Aim of the task
Exactly the lines from the start of the data below through the line containing "0 6px,transparent 0" must be returned, and no others.

Provided material
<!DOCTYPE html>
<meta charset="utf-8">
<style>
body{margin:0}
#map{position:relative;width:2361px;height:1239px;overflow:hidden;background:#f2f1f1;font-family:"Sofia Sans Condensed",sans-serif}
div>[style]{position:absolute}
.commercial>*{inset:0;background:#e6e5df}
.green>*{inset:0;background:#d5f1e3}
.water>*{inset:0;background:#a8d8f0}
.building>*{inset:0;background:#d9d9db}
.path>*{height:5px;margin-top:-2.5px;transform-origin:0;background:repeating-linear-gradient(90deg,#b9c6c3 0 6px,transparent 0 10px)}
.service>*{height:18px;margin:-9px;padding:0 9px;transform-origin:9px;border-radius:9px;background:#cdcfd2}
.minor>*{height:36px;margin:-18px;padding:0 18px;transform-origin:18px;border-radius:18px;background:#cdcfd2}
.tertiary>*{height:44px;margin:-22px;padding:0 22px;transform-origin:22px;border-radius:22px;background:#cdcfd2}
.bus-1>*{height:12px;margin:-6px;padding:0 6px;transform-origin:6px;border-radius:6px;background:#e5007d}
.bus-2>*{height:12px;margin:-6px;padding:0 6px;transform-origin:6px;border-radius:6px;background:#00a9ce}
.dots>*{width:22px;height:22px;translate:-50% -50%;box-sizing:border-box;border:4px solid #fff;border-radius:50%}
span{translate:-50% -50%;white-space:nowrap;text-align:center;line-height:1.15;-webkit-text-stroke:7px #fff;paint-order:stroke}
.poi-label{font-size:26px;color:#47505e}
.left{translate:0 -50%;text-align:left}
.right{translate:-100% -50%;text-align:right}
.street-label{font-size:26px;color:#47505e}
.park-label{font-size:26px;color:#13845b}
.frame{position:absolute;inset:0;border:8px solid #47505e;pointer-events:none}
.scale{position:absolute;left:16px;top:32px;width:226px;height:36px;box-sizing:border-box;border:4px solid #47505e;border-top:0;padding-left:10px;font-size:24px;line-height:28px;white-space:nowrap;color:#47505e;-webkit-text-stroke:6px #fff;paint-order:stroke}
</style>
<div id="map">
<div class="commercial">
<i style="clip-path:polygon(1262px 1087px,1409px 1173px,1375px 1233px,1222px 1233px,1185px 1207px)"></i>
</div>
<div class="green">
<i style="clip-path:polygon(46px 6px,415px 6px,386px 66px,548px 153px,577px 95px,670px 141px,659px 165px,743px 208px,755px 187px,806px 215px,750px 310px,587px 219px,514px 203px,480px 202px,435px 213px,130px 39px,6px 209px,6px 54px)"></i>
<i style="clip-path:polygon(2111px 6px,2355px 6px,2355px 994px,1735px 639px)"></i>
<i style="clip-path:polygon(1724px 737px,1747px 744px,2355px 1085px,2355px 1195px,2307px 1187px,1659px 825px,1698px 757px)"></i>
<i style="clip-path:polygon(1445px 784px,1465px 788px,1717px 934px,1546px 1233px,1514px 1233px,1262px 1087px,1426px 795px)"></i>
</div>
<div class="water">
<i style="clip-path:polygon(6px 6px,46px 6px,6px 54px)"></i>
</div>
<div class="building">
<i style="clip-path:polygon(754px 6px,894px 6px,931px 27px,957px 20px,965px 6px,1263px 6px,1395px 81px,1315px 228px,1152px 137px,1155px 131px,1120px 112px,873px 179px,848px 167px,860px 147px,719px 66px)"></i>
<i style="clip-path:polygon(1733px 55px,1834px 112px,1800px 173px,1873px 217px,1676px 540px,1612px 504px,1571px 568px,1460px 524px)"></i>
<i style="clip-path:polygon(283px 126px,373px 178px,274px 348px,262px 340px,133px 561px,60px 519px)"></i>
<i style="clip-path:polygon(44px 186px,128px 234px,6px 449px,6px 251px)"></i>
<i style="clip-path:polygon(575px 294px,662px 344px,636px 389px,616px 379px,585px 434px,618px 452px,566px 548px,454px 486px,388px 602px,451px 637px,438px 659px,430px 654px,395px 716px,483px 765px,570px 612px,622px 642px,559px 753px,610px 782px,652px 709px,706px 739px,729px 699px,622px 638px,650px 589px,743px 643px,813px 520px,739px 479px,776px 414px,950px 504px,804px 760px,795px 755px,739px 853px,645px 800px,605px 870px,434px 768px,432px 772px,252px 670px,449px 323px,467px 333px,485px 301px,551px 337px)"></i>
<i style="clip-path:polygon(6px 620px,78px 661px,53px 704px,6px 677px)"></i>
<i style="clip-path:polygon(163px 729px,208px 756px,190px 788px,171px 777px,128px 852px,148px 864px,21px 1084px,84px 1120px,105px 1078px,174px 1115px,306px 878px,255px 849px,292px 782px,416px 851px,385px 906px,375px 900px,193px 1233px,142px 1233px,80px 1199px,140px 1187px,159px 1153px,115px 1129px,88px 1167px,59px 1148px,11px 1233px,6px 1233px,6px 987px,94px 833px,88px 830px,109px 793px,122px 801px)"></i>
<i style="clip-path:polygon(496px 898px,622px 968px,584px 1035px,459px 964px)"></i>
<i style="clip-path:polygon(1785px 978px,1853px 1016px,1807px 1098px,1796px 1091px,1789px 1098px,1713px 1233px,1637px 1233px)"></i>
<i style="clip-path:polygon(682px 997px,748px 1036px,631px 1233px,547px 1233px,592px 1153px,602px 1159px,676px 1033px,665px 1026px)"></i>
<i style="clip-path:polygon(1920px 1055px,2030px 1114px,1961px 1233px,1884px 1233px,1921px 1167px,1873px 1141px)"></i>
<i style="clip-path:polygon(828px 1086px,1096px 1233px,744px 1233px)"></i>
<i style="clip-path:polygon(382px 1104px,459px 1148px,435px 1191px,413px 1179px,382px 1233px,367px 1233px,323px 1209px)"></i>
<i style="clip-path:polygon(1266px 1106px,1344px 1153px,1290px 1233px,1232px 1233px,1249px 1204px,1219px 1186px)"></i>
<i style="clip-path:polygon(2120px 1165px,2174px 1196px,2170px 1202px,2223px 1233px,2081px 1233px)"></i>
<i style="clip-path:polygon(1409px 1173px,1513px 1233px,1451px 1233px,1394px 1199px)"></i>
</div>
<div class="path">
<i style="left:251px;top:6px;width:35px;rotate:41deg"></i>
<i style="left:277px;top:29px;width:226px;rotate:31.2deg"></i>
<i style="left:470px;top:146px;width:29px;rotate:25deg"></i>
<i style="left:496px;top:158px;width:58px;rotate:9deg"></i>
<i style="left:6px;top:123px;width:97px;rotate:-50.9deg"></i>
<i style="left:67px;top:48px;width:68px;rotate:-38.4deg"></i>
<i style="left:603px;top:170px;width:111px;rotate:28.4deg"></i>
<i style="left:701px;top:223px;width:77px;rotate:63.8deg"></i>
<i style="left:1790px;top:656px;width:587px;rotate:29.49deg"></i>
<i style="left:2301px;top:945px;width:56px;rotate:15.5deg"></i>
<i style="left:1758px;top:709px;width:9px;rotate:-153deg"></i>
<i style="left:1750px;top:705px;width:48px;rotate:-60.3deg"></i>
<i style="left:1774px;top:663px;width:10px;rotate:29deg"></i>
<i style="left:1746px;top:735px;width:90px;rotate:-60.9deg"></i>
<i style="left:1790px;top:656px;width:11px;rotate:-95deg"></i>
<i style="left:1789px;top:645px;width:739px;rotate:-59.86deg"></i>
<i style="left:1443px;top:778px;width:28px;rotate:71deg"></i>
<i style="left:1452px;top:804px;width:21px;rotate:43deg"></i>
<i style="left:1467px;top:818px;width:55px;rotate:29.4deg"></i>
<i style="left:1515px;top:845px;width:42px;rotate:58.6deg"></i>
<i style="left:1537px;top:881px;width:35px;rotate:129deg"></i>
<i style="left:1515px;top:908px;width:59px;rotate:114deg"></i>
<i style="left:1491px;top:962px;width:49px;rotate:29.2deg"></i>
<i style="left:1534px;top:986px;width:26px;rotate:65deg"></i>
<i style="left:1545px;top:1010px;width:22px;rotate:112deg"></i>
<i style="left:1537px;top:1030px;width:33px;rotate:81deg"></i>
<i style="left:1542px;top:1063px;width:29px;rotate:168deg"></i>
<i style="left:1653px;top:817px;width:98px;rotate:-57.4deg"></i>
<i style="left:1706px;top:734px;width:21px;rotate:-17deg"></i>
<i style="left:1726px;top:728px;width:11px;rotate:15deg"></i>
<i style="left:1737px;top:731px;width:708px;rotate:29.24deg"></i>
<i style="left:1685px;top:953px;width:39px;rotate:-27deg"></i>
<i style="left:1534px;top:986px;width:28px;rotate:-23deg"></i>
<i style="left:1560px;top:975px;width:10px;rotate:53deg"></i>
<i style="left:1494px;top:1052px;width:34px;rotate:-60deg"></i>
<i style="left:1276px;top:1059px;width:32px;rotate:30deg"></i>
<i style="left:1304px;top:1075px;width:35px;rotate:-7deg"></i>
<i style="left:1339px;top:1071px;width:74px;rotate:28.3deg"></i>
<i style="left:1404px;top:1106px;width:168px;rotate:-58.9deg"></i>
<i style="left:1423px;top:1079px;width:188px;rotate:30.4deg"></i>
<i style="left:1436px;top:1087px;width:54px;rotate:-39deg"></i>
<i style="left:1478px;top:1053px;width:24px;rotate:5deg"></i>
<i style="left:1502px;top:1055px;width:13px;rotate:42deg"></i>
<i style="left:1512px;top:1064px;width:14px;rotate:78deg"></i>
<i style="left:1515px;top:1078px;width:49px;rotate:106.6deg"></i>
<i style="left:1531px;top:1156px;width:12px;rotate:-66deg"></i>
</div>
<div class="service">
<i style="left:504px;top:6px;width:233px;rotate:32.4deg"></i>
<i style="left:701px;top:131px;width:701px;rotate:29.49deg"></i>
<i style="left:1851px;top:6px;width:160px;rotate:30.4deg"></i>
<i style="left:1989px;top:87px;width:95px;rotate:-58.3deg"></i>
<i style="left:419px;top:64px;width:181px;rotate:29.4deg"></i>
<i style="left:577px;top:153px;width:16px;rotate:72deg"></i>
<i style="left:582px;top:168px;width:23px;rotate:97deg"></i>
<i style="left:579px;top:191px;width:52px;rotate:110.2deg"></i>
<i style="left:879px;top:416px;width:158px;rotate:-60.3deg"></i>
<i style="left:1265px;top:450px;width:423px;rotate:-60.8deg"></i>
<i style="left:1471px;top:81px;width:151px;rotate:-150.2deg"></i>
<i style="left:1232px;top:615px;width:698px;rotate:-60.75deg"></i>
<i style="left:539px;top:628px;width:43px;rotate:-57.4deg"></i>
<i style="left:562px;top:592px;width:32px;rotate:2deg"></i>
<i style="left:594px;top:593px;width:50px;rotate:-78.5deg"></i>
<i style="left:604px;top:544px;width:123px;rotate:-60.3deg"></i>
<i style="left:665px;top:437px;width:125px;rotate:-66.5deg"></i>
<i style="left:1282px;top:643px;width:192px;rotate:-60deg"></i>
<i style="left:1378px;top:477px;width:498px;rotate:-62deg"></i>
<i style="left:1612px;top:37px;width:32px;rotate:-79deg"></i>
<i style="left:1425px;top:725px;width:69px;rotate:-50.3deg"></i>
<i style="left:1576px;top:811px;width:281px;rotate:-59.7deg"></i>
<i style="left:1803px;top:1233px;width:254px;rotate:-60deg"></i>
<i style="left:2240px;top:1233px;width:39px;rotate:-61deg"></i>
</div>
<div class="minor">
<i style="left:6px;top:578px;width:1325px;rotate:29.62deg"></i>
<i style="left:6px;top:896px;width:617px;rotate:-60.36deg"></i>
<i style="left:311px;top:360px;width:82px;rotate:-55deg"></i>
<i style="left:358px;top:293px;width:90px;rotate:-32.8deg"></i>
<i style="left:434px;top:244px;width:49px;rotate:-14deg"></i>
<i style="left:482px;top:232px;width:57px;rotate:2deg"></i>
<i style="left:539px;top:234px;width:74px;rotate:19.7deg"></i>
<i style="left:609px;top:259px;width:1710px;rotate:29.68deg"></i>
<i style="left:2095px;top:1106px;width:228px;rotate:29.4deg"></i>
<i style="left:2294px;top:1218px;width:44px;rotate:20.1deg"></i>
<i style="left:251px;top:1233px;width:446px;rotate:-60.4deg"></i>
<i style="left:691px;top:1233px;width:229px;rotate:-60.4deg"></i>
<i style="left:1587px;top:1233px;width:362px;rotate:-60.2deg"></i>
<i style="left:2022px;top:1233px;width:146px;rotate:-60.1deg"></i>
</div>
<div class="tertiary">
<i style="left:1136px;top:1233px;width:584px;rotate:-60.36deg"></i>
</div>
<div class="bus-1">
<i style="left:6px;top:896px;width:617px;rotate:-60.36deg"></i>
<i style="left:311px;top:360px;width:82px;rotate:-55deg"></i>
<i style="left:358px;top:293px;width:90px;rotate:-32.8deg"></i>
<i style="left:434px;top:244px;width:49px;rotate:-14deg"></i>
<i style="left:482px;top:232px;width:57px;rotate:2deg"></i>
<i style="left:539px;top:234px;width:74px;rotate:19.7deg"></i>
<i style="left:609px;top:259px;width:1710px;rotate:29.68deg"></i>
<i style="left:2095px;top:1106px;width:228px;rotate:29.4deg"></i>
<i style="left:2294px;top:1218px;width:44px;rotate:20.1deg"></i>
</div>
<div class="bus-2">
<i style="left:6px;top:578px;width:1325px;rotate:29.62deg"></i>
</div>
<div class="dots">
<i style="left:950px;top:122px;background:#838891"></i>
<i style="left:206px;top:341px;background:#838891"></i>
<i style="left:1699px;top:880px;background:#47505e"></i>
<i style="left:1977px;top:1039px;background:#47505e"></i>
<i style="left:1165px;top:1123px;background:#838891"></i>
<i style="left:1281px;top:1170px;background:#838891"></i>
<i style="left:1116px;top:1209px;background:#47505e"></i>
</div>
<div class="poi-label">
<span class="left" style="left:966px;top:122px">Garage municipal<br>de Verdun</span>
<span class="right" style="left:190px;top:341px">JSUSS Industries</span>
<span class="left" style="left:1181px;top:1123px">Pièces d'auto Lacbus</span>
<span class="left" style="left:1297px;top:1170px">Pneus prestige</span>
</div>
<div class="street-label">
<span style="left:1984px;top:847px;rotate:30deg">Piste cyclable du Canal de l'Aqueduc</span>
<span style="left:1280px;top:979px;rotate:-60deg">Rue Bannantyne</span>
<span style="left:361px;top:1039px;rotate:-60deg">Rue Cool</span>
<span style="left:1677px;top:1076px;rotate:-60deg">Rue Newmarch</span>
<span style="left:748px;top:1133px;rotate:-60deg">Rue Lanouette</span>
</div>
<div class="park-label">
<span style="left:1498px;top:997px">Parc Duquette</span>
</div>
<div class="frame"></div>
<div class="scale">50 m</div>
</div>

Exercise response
<!DOCTYPE html>
<meta charset="utf-8">
<style>
body{margin:0}
#map{position:relative;width:2361px;height:1239px;overflow:hidden;background:#f2f1f1;font-family:"Sofia Sans Condensed",sans-serif}
div>[style]{position:absolute}
.commercial>*{inset:0;background:#e6e5df}
.green>*{inset:0;background:#d5f1e3}
.water>*{inset:0;background:#a8d8f0}
.building>*{inset:0;background:#d9d9db}
.path>*{height:5px;margin-top:-2.5px;transform-origin:0;background:repeating-linear-gradient(90deg,#b9c6c3 0 6px,transparent 0 10px)}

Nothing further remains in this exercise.